**Problem statement**
Only an exact repeat of the listing, without its images, counts as the answer.

**Dataset**
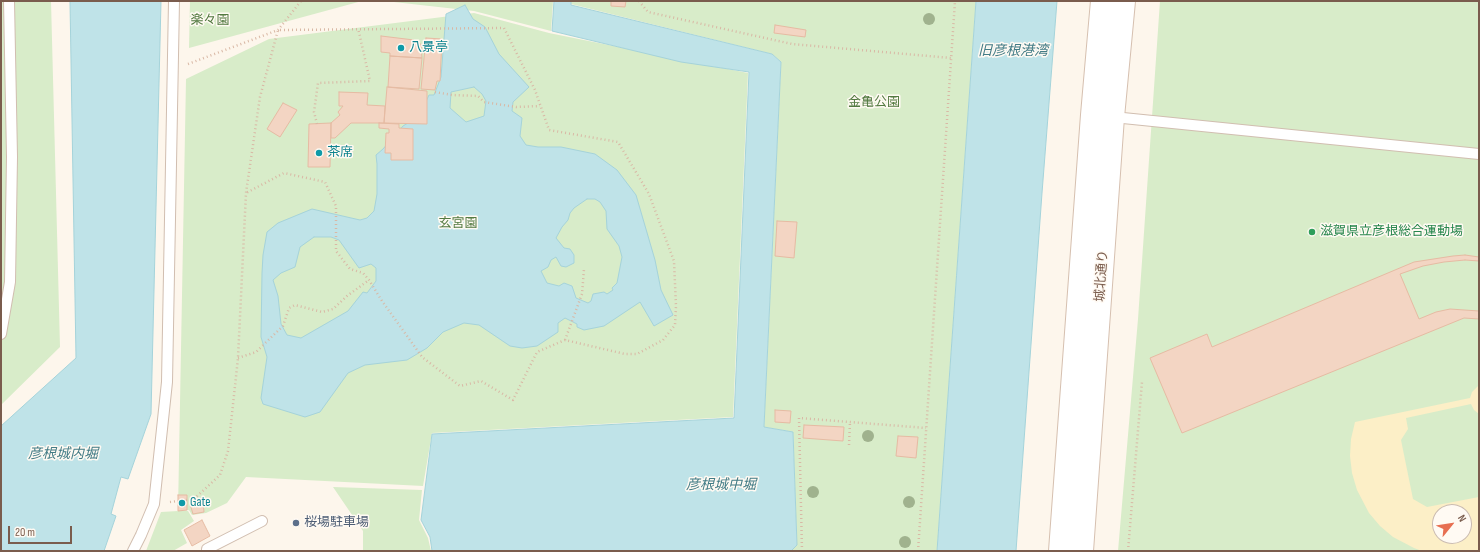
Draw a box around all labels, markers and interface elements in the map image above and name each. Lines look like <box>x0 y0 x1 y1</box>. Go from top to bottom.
park label: 楽々園 <box>191 13 229 29</box>
place label: 八景亭 <box>409 40 448 56</box>
marker: 八景亭 <box>396 43 406 53</box>
water label: 旧彦根港湾 <box>978 43 1048 59</box>
park label: 金亀公園 <box>848 95 900 111</box>
place label: 茶席 <box>327 145 353 161</box>
marker: 茶席 <box>314 148 324 158</box>
park label: 玄宮園 <box>439 216 477 232</box>
place label: 滋賀県立彦根総合運動場 <box>1320 224 1463 240</box>
marker: 滋賀県立彦根総合運動場 <box>1307 227 1317 237</box>
street label: 城北通り <box>1092 250 1112 302</box>
water label: 彦根城内堀 <box>28 446 98 462</box>
water label: 彦根城中堀 <box>686 477 756 493</box>
place label: Gate <box>190 495 211 511</box>
marker: Gate <box>177 498 187 508</box>
north arrow <box>1432 504 1472 544</box>
text: N <box>1455 512 1469 524</box>
place label: 桜場駐車場 <box>304 515 369 531</box>
scale bar <box>10 518 74 544</box>
marker: 桜場駐車場 <box>291 518 301 528</box>
text: 20 m <box>15 525 35 540</box>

**Exercise solution**
Draw a box around all labels, markers and interface elements in the map image above and name each. Lines look like <box>x0 y0 x1 y1</box>. Go from top to bottom.
park label: 楽々園 <box>191 13 229 29</box>
place label: 八景亭 <box>409 40 448 56</box>
marker: 八景亭 <box>396 43 406 53</box>
water label: 旧彦根港湾 <box>978 43 1048 59</box>
park label: 金亀公園 <box>848 95 900 111</box>
place label: 茶席 <box>327 145 353 161</box>
marker: 茶席 <box>314 148 324 158</box>
park label: 玄宮園 <box>439 216 477 232</box>
place label: 滋賀県立彦根総合運動場 <box>1320 224 1463 240</box>
marker: 滋賀県立彦根総合運動場 <box>1307 227 1317 237</box>
street label: 城北通り <box>1092 250 1112 302</box>
water label: 彦根城内堀 <box>28 446 98 462</box>
water label: 彦根城中堀 <box>686 477 756 493</box>
place label: Gate <box>190 495 211 511</box>
marker: Gate <box>177 498 187 508</box>
north arrow <box>1432 504 1472 544</box>
text: N <box>1455 512 1469 524</box>
place label: 桜場駐車場 <box>304 515 369 531</box>
scale bar <box>10 518 74 544</box>
marker: 桜場駐車場 <box>291 518 301 528</box>
text: 20 m <box>15 525 35 540</box>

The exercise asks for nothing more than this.